"""
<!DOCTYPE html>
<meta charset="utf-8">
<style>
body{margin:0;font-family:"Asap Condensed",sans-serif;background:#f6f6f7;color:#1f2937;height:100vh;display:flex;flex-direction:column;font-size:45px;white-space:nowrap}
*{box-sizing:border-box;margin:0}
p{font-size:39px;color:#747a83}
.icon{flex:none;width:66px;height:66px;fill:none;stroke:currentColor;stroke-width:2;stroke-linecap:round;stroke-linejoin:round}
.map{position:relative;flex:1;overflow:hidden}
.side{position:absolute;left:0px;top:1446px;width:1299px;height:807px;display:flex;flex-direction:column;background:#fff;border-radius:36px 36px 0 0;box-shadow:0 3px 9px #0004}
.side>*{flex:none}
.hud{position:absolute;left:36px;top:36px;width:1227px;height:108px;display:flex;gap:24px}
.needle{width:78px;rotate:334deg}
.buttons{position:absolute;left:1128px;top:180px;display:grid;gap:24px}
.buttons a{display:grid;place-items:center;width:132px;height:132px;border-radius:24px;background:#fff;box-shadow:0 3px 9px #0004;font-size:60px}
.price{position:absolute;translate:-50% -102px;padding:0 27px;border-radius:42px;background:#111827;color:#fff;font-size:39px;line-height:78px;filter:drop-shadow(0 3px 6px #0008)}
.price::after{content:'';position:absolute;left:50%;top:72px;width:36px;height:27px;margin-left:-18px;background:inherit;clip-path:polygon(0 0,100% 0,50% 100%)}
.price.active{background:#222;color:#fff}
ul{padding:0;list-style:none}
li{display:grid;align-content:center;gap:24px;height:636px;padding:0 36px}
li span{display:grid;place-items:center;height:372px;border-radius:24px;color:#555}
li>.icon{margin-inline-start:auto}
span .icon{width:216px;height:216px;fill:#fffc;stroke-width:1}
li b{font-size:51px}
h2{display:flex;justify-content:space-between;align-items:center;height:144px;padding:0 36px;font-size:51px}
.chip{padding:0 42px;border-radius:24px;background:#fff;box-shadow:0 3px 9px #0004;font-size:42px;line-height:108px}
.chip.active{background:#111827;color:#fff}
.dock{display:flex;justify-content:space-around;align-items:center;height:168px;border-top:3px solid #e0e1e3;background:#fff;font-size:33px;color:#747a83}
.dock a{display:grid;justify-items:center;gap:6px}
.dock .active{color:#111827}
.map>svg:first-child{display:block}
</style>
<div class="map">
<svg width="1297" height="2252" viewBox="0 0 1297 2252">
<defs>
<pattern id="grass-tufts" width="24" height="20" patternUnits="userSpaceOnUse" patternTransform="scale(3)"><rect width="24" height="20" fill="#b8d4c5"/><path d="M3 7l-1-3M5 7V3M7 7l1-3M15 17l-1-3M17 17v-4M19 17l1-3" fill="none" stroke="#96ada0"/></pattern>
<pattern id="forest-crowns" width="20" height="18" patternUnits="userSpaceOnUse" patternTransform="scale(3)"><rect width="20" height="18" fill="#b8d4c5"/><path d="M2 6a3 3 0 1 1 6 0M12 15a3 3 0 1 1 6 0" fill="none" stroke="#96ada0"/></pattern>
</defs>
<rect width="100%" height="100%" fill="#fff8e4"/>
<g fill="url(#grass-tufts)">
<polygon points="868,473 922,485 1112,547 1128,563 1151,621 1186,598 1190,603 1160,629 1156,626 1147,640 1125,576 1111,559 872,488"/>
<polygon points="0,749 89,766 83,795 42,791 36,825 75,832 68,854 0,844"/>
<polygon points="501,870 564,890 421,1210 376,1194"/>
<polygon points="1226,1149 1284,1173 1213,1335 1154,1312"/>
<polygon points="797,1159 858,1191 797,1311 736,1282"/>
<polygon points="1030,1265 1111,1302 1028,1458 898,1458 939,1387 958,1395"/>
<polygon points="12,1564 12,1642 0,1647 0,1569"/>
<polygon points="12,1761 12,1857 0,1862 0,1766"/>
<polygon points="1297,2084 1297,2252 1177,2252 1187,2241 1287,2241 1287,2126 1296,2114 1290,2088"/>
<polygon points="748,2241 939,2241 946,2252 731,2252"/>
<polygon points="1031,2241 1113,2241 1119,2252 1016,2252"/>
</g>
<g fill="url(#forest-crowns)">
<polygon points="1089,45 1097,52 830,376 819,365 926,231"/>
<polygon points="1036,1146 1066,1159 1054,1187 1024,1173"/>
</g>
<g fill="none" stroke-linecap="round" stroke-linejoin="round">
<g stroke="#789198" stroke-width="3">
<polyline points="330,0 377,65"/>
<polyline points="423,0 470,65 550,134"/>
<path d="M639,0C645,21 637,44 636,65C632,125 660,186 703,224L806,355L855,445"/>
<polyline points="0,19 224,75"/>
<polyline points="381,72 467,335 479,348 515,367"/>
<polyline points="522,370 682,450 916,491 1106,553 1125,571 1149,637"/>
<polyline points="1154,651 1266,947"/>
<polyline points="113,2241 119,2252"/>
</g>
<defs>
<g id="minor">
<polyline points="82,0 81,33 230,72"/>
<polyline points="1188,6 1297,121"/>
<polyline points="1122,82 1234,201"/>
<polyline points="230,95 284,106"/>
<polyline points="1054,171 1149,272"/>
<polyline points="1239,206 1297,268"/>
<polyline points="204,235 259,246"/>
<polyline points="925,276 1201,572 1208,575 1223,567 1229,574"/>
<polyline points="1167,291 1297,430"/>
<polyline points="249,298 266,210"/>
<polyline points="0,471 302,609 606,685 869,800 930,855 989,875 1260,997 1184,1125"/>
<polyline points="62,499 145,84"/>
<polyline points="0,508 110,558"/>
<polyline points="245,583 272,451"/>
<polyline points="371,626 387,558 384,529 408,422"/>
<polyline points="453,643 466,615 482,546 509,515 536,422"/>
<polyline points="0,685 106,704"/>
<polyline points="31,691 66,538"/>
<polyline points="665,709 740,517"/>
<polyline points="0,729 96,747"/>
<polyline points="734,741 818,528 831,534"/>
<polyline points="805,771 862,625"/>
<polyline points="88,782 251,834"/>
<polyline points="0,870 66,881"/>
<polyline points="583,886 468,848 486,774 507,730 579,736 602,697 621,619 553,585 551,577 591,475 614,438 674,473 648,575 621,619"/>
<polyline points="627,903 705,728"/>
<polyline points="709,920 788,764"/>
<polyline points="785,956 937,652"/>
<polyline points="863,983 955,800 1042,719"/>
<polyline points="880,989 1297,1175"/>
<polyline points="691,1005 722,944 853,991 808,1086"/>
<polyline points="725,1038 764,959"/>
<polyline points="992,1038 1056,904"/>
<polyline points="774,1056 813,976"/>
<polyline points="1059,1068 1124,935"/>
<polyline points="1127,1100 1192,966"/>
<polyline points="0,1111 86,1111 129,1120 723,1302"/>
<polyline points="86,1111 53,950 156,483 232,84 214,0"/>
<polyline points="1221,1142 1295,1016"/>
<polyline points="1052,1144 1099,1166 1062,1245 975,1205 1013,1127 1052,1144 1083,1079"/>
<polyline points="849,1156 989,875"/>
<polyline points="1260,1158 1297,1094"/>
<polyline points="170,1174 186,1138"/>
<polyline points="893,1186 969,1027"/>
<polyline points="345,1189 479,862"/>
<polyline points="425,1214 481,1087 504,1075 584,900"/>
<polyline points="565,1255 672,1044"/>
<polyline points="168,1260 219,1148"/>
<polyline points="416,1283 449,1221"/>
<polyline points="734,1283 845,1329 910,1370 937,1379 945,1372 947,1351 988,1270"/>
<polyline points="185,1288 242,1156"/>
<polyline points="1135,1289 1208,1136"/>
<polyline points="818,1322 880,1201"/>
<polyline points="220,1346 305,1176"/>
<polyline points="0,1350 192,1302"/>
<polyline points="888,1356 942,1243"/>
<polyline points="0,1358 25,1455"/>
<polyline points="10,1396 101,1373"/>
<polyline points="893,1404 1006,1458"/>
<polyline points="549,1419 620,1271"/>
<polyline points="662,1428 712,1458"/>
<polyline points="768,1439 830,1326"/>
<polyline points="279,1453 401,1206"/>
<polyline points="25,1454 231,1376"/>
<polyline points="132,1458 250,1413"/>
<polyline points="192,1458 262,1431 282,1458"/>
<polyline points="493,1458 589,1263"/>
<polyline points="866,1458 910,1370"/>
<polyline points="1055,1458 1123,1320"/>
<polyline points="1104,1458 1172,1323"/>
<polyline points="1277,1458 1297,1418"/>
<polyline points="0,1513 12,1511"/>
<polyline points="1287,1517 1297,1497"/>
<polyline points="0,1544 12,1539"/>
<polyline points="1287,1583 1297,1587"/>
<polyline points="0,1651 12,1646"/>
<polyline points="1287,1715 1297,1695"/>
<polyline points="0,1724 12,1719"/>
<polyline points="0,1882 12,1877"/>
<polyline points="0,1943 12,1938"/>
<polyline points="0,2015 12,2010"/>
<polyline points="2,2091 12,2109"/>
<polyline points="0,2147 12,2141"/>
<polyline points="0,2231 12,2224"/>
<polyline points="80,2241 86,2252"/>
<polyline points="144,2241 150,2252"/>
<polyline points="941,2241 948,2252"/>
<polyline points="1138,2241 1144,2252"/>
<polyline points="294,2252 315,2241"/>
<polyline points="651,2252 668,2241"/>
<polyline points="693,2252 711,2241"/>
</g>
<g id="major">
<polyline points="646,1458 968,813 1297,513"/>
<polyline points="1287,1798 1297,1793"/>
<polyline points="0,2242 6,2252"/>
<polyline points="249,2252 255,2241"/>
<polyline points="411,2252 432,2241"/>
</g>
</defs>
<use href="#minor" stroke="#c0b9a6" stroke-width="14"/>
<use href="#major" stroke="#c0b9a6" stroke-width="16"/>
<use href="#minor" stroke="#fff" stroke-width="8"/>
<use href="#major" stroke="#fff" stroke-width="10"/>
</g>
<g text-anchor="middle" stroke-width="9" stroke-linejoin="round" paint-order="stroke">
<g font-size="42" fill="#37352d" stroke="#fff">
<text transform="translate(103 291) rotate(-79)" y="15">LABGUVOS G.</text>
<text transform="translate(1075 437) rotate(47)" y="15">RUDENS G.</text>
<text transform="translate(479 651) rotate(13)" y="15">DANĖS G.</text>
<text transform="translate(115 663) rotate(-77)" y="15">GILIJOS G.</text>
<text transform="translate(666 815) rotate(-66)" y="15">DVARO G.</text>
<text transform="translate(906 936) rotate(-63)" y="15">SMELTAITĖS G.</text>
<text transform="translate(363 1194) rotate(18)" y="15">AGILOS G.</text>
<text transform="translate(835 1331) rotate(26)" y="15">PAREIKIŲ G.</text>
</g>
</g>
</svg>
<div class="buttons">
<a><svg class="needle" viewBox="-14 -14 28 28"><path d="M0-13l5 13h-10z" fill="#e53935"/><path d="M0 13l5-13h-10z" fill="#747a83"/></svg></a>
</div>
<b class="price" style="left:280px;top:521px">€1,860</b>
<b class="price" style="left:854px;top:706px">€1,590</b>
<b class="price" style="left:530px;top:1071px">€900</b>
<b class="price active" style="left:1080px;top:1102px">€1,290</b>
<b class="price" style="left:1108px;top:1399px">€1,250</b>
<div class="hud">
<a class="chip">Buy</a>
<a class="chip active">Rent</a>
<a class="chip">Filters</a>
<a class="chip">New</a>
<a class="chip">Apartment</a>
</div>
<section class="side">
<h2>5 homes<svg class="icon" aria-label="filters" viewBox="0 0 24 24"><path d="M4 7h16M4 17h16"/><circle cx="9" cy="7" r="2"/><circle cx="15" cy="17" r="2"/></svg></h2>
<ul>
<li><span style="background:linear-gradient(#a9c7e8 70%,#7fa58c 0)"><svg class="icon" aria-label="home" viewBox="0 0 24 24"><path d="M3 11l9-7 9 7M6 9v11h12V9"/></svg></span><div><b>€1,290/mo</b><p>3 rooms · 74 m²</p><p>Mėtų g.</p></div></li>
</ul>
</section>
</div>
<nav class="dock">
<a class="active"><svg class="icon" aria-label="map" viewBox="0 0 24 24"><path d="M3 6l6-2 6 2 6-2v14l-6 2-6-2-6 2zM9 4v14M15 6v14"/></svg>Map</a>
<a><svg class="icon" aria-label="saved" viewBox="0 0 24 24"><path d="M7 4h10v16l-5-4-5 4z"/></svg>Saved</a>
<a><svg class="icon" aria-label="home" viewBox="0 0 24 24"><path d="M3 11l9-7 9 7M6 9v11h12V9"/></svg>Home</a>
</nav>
"""
Exactly reproduce the lines that run from the line with "74 m²</p><p>Mėtų g.</p></div></li>" through the last line of the records, inclusive.

<li><span style="background:linear-gradient(#a9c7e8 70%,#7fa58c 0)"><svg class="icon" aria-label="home" viewBox="0 0 24 24"><path d="M3 11l9-7 9 7M6 9v11h12V9"/></svg></span><div><b>€1,290/mo</b><p>3 rooms · 74 m²</p><p>Mėtų g.</p></div></li>
</ul>
</section>
</div>
<nav class="dock">
<a class="active"><svg class="icon" aria-label="map" viewBox="0 0 24 24"><path d="M3 6l6-2 6 2 6-2v14l-6 2-6-2-6 2zM9 4v14M15 6v14"/></svg>Map</a>
<a><svg class="icon" aria-label="saved" viewBox="0 0 24 24"><path d="M7 4h10v16l-5-4-5 4z"/></svg>Saved</a>
<a><svg class="icon" aria-label="home" viewBox="0 0 24 24"><path d="M3 11l9-7 9 7M6 9v11h12V9"/></svg>Home</a>
</nav>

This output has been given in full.